Der Vater der Beschwerdeführerin sei unbestritten Fremder, der sich vor dem 1. Jänner 1998 auf Dauer in Österreich niedergelassen habe. Auf Grund des Lebensalters der Beschwerdeführerin sei die Erteilung einer Niederlassungsbewilligung für den Aufenthaltszweck "Familiengemeinschaft mit Fremden" in Bezug auf ihre Eltern jedenfalls ausgeschlossen. Diesen Umstand habe man ihr mit Schreiben vom 25. April 2001 vorgehalten und man habe sie gleichzeitig zur Vorlage von Urkunden sowie zur Abgabe einer Stellungnahme aufgefordert. Überdies habe man ihr zur Kenntnis gebracht, dass ihr Antrag nunmehr nicht nur im Licht der Familienzusammenführung, sondern auch dahingehend geprüft werde, ob allenfalls die Voraussetzungen für einen anderen Aufenthaltszweck erfüllt seien. Für den Fall, dass die Beschwerdeführerin einen Aufenthalt zu privaten Zwecken ohne Erwerbsabsicht anstrebte, habe man sie aufgefordert, ausreichende eigene Mittel zu ihrem Unterhalt, einen Rechtsanspruch auf eine für Inländer ortsübliche Unterkunft und einen alle Risiken abdeckenden Krankenversicherungsschutz nachzuweisen sowie ferner vollständige beglaubigte Kopien ihres aktuellen und aller früheren Reisepässe vorzulegen.

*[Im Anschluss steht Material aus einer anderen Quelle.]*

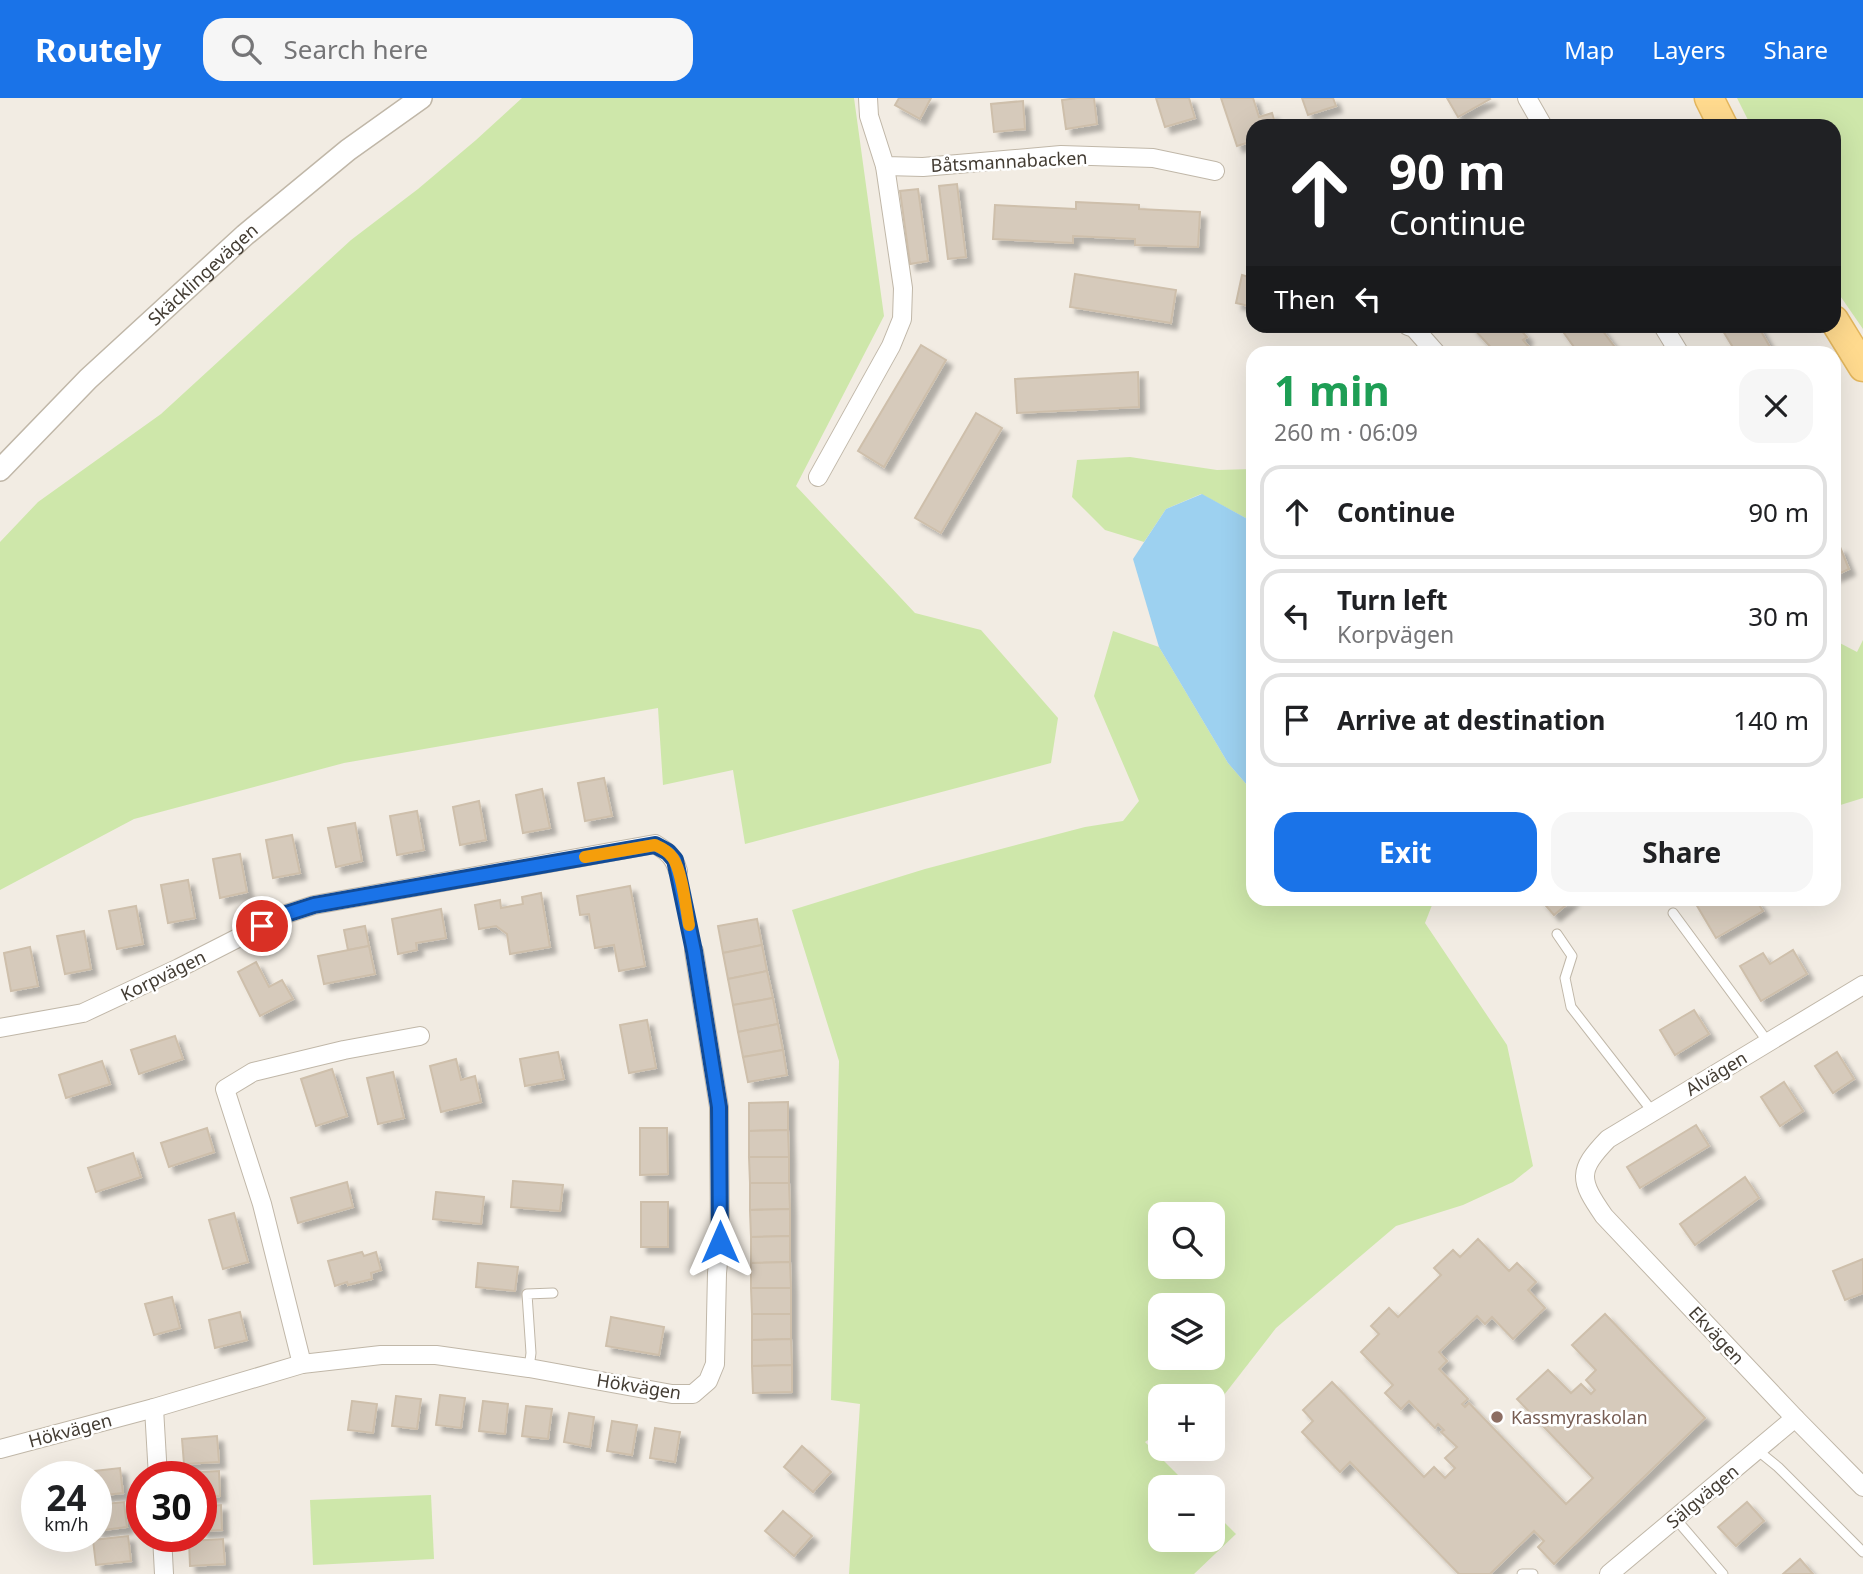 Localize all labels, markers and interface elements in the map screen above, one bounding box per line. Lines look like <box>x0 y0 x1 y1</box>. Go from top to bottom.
search box <box>203 18 693 81</box>
text: Routely <box>35 27 161 72</box>
icon: search <box>227 30 265 68</box>
text: Search here <box>283 31 428 67</box>
text: Map <box>1564 33 1614 66</box>
text: Layers <box>1652 33 1726 66</box>
text: Share <box>1764 33 1828 66</box>
text: 90 m <box>1389 138 1506 204</box>
street label: Båtsmannabacken <box>930 145 1088 177</box>
icon: ahead <box>1274 147 1365 238</box>
text: Continue <box>1389 201 1526 244</box>
street label: Skäcklingevägen <box>143 218 263 330</box>
icon: left <box>1349 280 1387 318</box>
text: Then <box>1274 281 1335 317</box>
text: 1 min <box>1274 361 1390 418</box>
button: close <box>1739 369 1813 443</box>
text: 260 m · 06:09 <box>1274 416 1418 448</box>
icon: ahead <box>1278 493 1316 531</box>
text: Continue <box>1337 494 1455 530</box>
text: 90 m <box>1748 494 1809 530</box>
text: Turn left <box>1337 582 1448 618</box>
icon: left <box>1278 597 1316 635</box>
text: 30 m <box>1748 598 1809 634</box>
text: Korpvägen <box>1337 618 1454 650</box>
icon: arrive <box>1278 701 1316 739</box>
text: Arrive at destination <box>1337 702 1606 738</box>
text: 140 m <box>1733 702 1809 738</box>
button: Exit <box>1274 812 1537 892</box>
button: Share <box>1551 812 1813 892</box>
pin <box>232 896 292 956</box>
icon: arrive <box>243 907 281 945</box>
street label: Korpvägen <box>117 944 209 1006</box>
street label: Alvägen <box>1681 1045 1751 1101</box>
map controls <box>1148 1202 1225 1552</box>
button: search <box>1148 1202 1225 1279</box>
position arrow <box>683 1205 757 1279</box>
button: layers <box>1148 1293 1225 1370</box>
street label: Ekvägen <box>1684 1301 1750 1369</box>
street label: Hökvägen <box>595 1367 683 1405</box>
button: + <box>1148 1384 1225 1461</box>
place label: Kassmyraskolan <box>1511 1405 1648 1429</box>
street label: Hökvägen <box>26 1407 114 1453</box>
marker: Kassmyraskolan <box>1489 1409 1505 1425</box>
street label: Sälgvägen <box>1661 1459 1743 1533</box>
speed limit sign: 30 <box>126 1461 217 1552</box>
text: 24 <box>46 1474 87 1521</box>
button: − <box>1148 1475 1225 1552</box>
text: km/h <box>44 1512 89 1536</box>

Dem von der Beschwerdeführerin am 1. Juli 2002 zur Post gegebenen Unterlagenkonvolut sei im Wesentlichen zu entnehmen, dass sie gemeinsam mit ihrem Vater eine Wohnung in M gemietet habe und derzeit auf Grund einer bis 31. Oktober 2002 gültigen Saisonbeschäftigungsbewilligung einer Erwerbstätigkeit als Abwäscherin mit einem monatlichen Nettoverdienst von EUR 756,21 nachgehe. Demnach beziehe sie ihre Unterhaltsmittel gegenwärtig aus einer Erwerbstätigkeit, deren Zulässigkeit mit Erteilung einer Niederlassungsbewilligung für den Aufenthaltszweck "Privat" entfiele, sodass sie diesfalls über keine ausreichenden Unterhaltsmittel mehr verfügte. Überdies wäre selbst im Fall der Zulässigkeit fraglich, ob sie mit ausreichender Regelmäßigkeit saisonale Beschäftigungsbewilligungen erhalten würde. Sie verfüge - abgesehen von den bislang erteilten verschiedenen Saisonbeschäftigungsbewilligungen - über keine arbeitsmarktrechtliche Legitimation.
Gemäß § 3 Abs. 4 Z. 2 der Niederlassungsverordnung 2002 dürften im Jahr 2002 in Oberösterreich höchstens 40 Niederlassungsbewilligungen für Drittstaatsangehörige zur Ausübung einer Erwerbstätigkeit, die - außer in unmittelbarem zeitlichen Anschluss an eine Aufenthaltserlaubnis gemäß § 10 Abs. 4 FrG oder eine Niederlassungsbewilligung für Private - nur in selbstständiger Erwerbstätigkeit bestehen dürfe, sowie für deren Ehegatten und minderjährige unverheiratete Kinder erteilt werden. Die Beschwerdeführerin sei noch nie im Besitz eines Aufenthaltstitels gewesen, sodass die Möglichkeit der Erteilung eines eine unselbstständige Erwerbstätigkeit zulassenden Aufenthaltstitels gemäß § 3 Abs. 4 Z. 2 der Niederlassungsverordnung 2002 ebenfalls ausscheide.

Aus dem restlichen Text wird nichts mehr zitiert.